Sinariega, un pueblo de «cuento de hadas»

José Antonio Suárez y María Teresa Ureta, en su casa de Sinariega. /  NEL ACEBAL
José Antonio Suárez y María Teresa Ureta, en su casa de Sinariega. / NEL ACEBAL

Los quince vecinos conservan la tradición de esta localidad que el sábado recibe el premio al Pueblo Ejemplar de Parres

GLORIA POMARADA ARRIONDAS.

«Llevábamos una pila de años detrás del premio. Esti pueblu ye...». Javier Suárez, uno de los quince habitantes de Sinariega, interrumpe su descripción para perder la mirada en el paisaje que rodea el pequeño núcleo parragués, enclavado a 230 metros de altura entre el Monte del Carrizal y la Peña de Peñellana. Después de tres intentos fallidos, la concesión esta semana del premio al Pueblo Ejemplar de Parres despierta una sensación unánime de «orgullo» entre unos vecinos que en el último medio siglo se han implicado no solo en la conservación del patrimonio y la cultura, sino en las construcción de los equipamientos básicos.

La primera traída de agua «la hizo el pueblo en diciembre de 1965 y costó 2.900 pesetas», cuenta José Antonio Llano, residente en Sinariega desde que contrajese matrimonio con María Josefa Valle, hace 52 años. El empeño vecinal contribuyó también a restaurar la capilla, a acometer las obras de saneamiento o a recuperar las fiestas de San Nicolás y el concurso de siega y cabruño.
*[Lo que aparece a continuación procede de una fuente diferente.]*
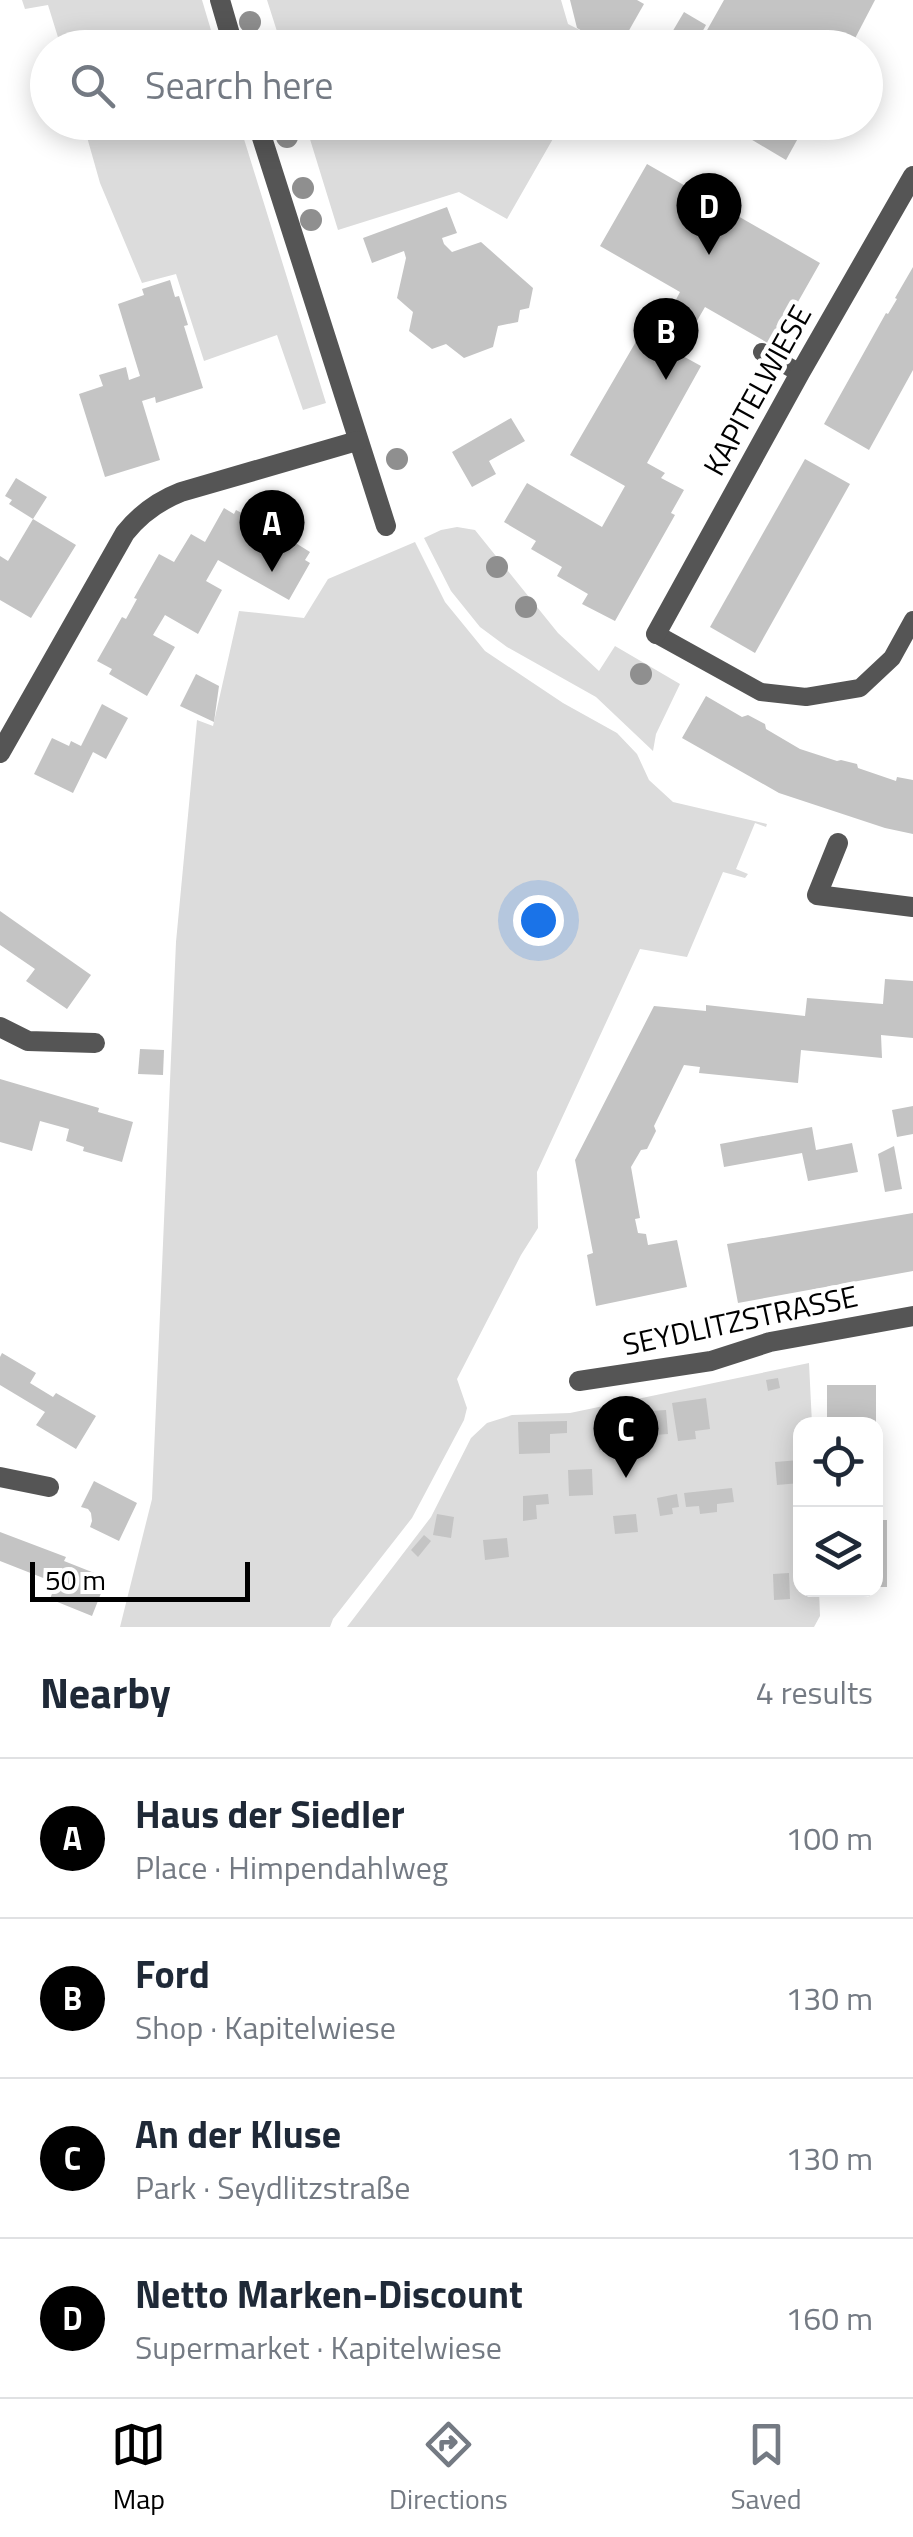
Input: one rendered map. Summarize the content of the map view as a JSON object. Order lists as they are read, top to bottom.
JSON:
{
  "streets": {
    "street": ["KAPITELWIESE", "SEYDLITZSTRASSE"]
  },
  "scale_bar": "50 m",
  "page": {
    "search": "Search here",
    "pins": [
      "D",
      "B",
      "A",
      "C"
    ],
    "scale": "50 m",
    "heading": ["Nearby", "4 results"],
    "list": [
      {
        "mark": "A",
        "name": "Haus der Siedler",
        "note": "Place · Himpendahlweg",
        "value": "100 m"
      },
      {
        "mark": "B",
        "name": "Ford",
        "note": "Shop · Kapitelwiese",
        "value": "130 m"
      },
      {
        "mark": "C",
        "name": "An der Kluse",
        "note": "Park · Seydlitzstraße",
        "value": "130 m"
      },
      {
        "mark": "D",
        "name": "Netto Marken-Discount",
        "note": "Supermarket · Kapitelwiese",
        "value": "160 m"
      }
    ],
    "nav": ["Map", "Directions", "Saved"]
  }
}
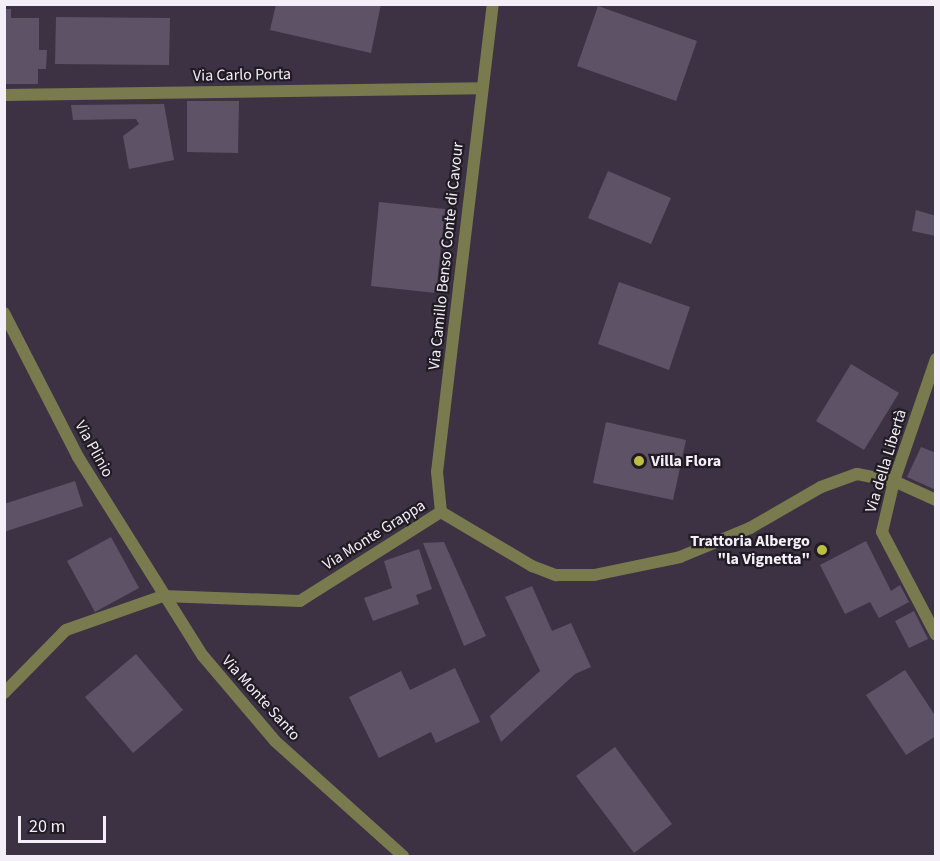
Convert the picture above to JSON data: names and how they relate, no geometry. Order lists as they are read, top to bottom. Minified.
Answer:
{"streets":{"street":["Via Carlo Porta","Via Camillo Benso Conte di Cavour","Via Plinio","Via della Libertà","Via Monte Grappa","Via Monte Santo"]},"crossings":[["Via Carlo Porta","Via Camillo Benso Conte di Cavour"],["Via Camillo Benso Conte di Cavour","Via Monte Grappa"],["Via Plinio","Via Monte Grappa"],["Via Plinio","Via Monte Santo"],["Via della Libertà","Via Monte Grappa"],["Via Monte Grappa","Via Monte Santo"]],"places":["Villa Flora","Trattoria Albergo \"la Vignetta\""],"scale_bar":"20 m"}
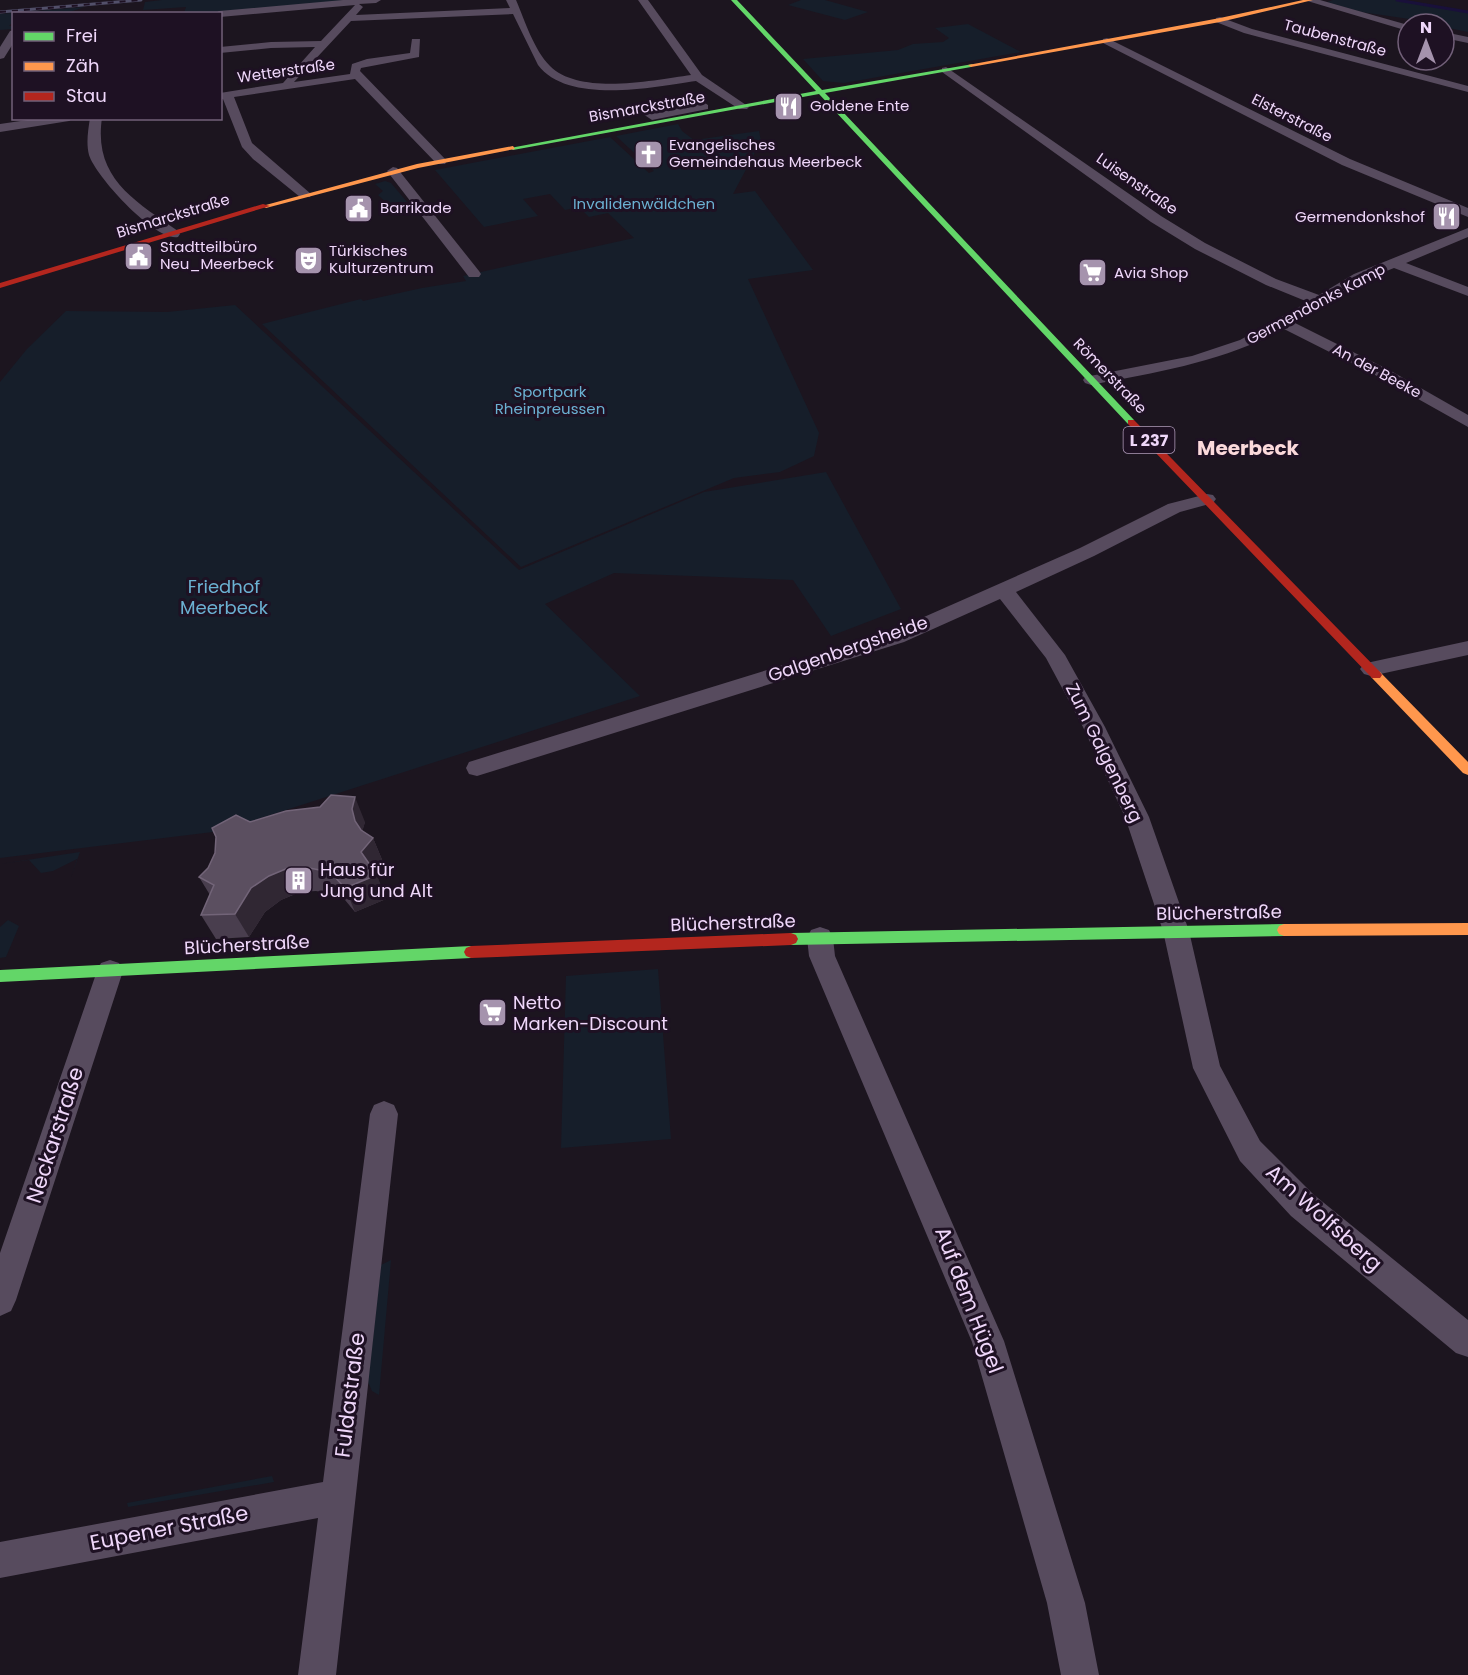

Esa cultura de «arrimar el hombro» es precisamente el «núcleo duro» de la candidatura que Sebas Solís, alcalde pedáneo de la localidad, llevaba presentando al galardón desde 2013. «Éste es un pueblo pequeño, pero con identidad. Un pueblo de cuento de hadas», resume. El hecho de que no se hayan edificado nuevas viviendas «desde los años sesenta» y que el 'boom' turístico se haya limitado a una única casa de turismo rural respalda su apreciación. Una veintena de viviendas de piedra, con sus corredores de madera e, incluso, con las tradicionales cuadras en la planta baja, confieren al pueblo una sensación armónica. La misma que, explican los vecinos, se respira en la convivencia. «Somos pocos y nos respetamos unos a otros», destaca María Teresa Ureta, riosellana de nacimiento que llegó a este enclave de la parroquia de Cayarga hace cinco décadas. Su marido, José Antonio Suárez y el hermano de éste, Javier, son de los pocos habitantes que continúan con la actividad que dio sustento al pueblo durante el pasado siglo, la ganadería. «Hasta hace unos años había mucha ganadería de leche, pero nos mataban con los precios. Ahora sigo más por diversión», explica Javier, ya jubilado.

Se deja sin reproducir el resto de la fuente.